An Interview with Forrest in May 1864

 “The noise of battle is the only music that ravishes the senses of Forrest.”

It was May 1864. Back east, the Army of Northern Virginia and the Army of the Potomac were locked in the deadly dance of the Overland Campaign while in Georgia, General William Tecumseh Sherman's army squared off against General Joseph E. Johnston and the Army of the Tennessee in the campaign for Atlanta. 

    Based in relatively quiet northern Mississippi, General Nathan Bedford Forrest bided his time waiting for a Federal advance from Memphis. Earlier in the month, General Samuel Sturgis led a brief campaign into Mississippi but Forrest was sure Sturgis would venture out again. In the meantime, he tried to keep his reorganized command intact despite persistent demands from his superiors that he return the absentees and deserters who inflated his ranks (nearly 1,000 in number) to their original commands. 

    Around this same time, an old acquaintance from Memphis days named Louis Jared Dupree visited Forrest in camp and provided this remarkable account of the experience. "Ordinarily he is mild and placable, but when maddened, is a very fiend incarnate," our correspondent noted. "He is merciless to a man who he suspects of cowardice and the most exacting of all commanders. He is six feet in height, perfectly proportioned, and endued with wonderful strength. His eyes are blue and have a very mild expression; his complexion is sallow, his hair very black, his forehead very broad, and his manner nervous. He is very still and in social intercourse laughs much, though never boisterously. He delights in telling stories of the achievements of his men and say they are the truest soldiers that ever drew sabers."

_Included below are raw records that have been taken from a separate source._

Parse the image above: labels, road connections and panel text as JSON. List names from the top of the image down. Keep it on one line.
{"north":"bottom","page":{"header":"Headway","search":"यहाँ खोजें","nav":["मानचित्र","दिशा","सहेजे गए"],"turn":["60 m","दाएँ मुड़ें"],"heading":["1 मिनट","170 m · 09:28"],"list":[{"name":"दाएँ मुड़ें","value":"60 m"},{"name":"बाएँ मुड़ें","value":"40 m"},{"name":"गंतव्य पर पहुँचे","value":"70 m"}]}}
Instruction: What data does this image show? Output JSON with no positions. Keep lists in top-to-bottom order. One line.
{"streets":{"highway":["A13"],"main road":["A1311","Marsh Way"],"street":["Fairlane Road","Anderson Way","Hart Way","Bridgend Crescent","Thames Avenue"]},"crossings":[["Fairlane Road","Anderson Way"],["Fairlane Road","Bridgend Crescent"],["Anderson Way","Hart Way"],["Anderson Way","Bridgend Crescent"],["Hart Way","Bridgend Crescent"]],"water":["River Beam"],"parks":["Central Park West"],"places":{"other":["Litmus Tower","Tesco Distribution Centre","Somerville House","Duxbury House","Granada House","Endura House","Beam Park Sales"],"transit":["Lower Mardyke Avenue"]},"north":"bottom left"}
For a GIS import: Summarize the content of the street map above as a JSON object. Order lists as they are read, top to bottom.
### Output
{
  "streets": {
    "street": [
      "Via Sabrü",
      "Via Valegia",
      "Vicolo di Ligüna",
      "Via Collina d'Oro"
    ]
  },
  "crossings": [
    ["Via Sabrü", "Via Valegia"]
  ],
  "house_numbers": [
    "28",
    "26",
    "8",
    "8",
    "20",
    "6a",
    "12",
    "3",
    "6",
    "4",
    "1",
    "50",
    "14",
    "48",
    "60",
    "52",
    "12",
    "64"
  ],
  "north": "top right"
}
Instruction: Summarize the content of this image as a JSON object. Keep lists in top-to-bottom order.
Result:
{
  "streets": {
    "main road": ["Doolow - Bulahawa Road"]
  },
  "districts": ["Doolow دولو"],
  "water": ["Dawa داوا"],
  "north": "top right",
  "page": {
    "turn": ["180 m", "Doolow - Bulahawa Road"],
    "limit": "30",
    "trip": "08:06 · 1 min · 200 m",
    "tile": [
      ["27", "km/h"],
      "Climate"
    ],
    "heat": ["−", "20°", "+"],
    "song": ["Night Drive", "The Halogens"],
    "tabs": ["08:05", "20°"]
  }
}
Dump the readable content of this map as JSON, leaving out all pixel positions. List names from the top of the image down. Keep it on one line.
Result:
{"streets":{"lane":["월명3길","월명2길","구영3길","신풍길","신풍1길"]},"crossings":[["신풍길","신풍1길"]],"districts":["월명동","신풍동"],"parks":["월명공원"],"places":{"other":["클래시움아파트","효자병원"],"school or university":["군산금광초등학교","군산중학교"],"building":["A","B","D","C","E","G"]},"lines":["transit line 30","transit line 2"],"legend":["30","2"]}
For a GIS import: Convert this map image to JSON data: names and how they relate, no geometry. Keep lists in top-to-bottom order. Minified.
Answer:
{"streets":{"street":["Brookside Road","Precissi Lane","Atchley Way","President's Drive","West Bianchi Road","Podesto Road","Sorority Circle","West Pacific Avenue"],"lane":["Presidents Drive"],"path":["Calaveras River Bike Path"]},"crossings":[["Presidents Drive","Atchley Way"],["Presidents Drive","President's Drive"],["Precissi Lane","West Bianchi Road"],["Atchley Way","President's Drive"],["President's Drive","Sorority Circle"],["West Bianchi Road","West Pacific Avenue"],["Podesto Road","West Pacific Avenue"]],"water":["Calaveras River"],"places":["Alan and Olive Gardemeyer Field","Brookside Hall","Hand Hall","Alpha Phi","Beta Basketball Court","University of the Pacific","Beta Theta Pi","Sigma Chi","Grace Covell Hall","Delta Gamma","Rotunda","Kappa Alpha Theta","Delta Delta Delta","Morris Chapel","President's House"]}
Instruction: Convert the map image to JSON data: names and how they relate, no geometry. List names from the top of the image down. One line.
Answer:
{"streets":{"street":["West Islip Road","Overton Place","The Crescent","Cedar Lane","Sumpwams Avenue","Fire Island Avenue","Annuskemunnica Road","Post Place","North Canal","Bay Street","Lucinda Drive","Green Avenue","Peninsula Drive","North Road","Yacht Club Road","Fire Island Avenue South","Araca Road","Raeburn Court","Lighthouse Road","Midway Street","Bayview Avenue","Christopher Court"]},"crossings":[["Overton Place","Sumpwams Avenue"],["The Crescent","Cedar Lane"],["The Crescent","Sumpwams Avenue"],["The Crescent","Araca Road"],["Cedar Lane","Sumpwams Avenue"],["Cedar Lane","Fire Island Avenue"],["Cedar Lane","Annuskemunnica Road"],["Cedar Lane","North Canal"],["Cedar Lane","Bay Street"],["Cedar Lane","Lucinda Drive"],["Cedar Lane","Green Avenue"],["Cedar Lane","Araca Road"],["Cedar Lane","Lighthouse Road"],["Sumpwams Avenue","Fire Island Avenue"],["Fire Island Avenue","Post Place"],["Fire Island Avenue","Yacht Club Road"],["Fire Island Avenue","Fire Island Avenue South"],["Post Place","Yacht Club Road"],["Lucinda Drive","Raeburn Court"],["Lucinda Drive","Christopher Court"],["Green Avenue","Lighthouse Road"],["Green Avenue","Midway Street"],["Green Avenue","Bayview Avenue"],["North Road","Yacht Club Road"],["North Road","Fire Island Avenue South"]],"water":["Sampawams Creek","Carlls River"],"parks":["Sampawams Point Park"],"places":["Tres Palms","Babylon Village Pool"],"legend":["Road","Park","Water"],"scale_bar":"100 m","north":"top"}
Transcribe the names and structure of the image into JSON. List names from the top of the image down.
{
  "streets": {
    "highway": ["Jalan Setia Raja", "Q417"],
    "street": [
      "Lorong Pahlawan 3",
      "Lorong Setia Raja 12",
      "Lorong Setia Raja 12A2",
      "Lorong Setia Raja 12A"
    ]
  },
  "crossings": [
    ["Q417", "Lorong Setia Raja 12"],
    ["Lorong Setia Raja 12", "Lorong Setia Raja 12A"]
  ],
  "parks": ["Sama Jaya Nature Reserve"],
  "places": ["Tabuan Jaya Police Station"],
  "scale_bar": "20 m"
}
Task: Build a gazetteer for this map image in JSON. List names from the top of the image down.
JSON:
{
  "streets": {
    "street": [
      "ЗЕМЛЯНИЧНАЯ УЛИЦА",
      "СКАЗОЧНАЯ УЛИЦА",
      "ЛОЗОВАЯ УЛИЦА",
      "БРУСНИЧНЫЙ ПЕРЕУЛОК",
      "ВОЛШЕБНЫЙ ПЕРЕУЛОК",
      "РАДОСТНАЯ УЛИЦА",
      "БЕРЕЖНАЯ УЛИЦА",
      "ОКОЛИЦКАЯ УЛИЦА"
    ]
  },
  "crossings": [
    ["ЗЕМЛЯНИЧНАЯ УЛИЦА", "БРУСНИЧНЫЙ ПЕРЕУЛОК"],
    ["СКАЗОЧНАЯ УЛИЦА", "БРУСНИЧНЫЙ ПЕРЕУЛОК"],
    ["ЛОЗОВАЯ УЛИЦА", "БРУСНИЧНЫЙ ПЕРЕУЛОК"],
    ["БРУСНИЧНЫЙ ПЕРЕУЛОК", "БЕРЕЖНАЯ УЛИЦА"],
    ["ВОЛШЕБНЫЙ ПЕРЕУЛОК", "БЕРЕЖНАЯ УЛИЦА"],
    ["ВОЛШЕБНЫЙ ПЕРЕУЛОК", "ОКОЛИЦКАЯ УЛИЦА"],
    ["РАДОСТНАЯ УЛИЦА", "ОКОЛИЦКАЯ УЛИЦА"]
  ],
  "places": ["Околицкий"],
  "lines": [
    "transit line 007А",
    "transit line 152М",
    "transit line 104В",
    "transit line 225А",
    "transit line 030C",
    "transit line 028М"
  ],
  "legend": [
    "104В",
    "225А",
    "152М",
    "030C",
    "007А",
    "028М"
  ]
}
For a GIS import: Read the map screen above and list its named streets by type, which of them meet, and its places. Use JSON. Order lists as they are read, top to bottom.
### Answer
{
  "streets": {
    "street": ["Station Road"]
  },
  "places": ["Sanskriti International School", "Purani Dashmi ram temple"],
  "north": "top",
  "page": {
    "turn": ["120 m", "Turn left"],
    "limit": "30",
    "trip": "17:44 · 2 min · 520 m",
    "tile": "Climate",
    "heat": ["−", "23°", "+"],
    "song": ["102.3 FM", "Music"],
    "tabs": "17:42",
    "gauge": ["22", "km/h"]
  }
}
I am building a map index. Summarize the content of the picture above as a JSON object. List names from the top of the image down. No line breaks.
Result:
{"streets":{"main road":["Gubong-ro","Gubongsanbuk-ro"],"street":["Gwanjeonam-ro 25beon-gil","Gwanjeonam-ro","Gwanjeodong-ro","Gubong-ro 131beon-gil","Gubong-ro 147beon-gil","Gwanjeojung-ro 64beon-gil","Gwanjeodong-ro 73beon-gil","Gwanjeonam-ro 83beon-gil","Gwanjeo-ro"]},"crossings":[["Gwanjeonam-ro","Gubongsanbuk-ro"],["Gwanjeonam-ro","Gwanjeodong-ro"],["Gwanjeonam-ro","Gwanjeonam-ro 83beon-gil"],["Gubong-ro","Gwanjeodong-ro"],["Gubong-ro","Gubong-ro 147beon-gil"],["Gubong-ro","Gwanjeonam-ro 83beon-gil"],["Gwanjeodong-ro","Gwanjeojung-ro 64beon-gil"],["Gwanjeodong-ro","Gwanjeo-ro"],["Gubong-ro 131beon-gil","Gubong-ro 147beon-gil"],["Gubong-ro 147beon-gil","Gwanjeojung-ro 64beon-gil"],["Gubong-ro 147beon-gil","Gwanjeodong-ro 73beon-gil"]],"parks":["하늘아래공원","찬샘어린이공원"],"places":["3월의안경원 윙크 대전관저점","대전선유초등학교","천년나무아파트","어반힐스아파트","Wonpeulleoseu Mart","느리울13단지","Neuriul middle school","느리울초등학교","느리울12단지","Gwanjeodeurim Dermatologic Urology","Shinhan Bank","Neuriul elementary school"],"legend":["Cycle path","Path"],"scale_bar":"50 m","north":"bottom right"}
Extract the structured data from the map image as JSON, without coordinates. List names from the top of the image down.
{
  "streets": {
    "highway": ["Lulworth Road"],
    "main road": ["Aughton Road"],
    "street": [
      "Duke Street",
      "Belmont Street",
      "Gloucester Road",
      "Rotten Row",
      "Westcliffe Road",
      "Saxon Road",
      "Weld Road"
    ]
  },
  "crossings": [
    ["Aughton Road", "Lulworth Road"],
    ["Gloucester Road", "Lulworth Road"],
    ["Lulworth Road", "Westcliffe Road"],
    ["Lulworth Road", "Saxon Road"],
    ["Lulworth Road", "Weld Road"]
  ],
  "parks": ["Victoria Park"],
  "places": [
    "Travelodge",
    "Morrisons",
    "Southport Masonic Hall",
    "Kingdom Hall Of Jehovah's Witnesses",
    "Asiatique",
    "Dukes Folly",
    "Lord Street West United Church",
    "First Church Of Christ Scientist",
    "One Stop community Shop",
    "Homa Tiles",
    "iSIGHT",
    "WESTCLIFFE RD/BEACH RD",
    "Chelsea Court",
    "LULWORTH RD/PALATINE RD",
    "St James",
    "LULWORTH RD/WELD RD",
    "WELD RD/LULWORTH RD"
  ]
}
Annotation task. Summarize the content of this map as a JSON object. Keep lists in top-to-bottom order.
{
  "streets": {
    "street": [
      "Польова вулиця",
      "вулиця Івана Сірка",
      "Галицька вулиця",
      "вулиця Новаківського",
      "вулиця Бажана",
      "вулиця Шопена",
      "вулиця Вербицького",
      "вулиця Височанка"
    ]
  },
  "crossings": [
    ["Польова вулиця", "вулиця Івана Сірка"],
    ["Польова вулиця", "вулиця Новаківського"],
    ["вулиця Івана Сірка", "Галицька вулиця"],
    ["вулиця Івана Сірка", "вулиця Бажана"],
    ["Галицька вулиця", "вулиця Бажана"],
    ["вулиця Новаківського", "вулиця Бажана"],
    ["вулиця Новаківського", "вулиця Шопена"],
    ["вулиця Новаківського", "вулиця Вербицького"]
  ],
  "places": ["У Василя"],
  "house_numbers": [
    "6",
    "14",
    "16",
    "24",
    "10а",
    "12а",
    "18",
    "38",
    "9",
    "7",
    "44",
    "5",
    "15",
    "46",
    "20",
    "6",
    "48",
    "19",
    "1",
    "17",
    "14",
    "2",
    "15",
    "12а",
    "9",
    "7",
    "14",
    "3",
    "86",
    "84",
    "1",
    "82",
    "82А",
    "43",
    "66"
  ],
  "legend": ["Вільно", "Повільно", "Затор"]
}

    This account, extracts of a letter written to a woman in Georgia, first saw publication in the June 24, 1864, edition of the Alabama Beacon published in Greensboro, Alabama. Dupree was at this time working as a correspondent for the Memphis Commercial Appeal and later became owner and publisher of that newspaper. Special thanks to Maury Schuh for identifying this correspondent and providing background and images of him. 


Our correspondent noted that when General Nathan Bedford Forrest was in the presence of his wife Mary "he is always gentle and kind, but now and then even in the midst of the monotonous duties incident to idleness in camp, he yields the mastery to his ungovernable temper." 

Macon, Mississippi

May 28, 1864

          I have returned from Tupelo where I spent two days with Forrest. I have listened in his encampment to stories of personal adventure that transcend in exciting interest all that are narrated in books and that were told in song or story before knight-errantry lost in attractiveness in the absurd pages of Don Quixote. Let me tell you what I think of Forrest, and what I know of him.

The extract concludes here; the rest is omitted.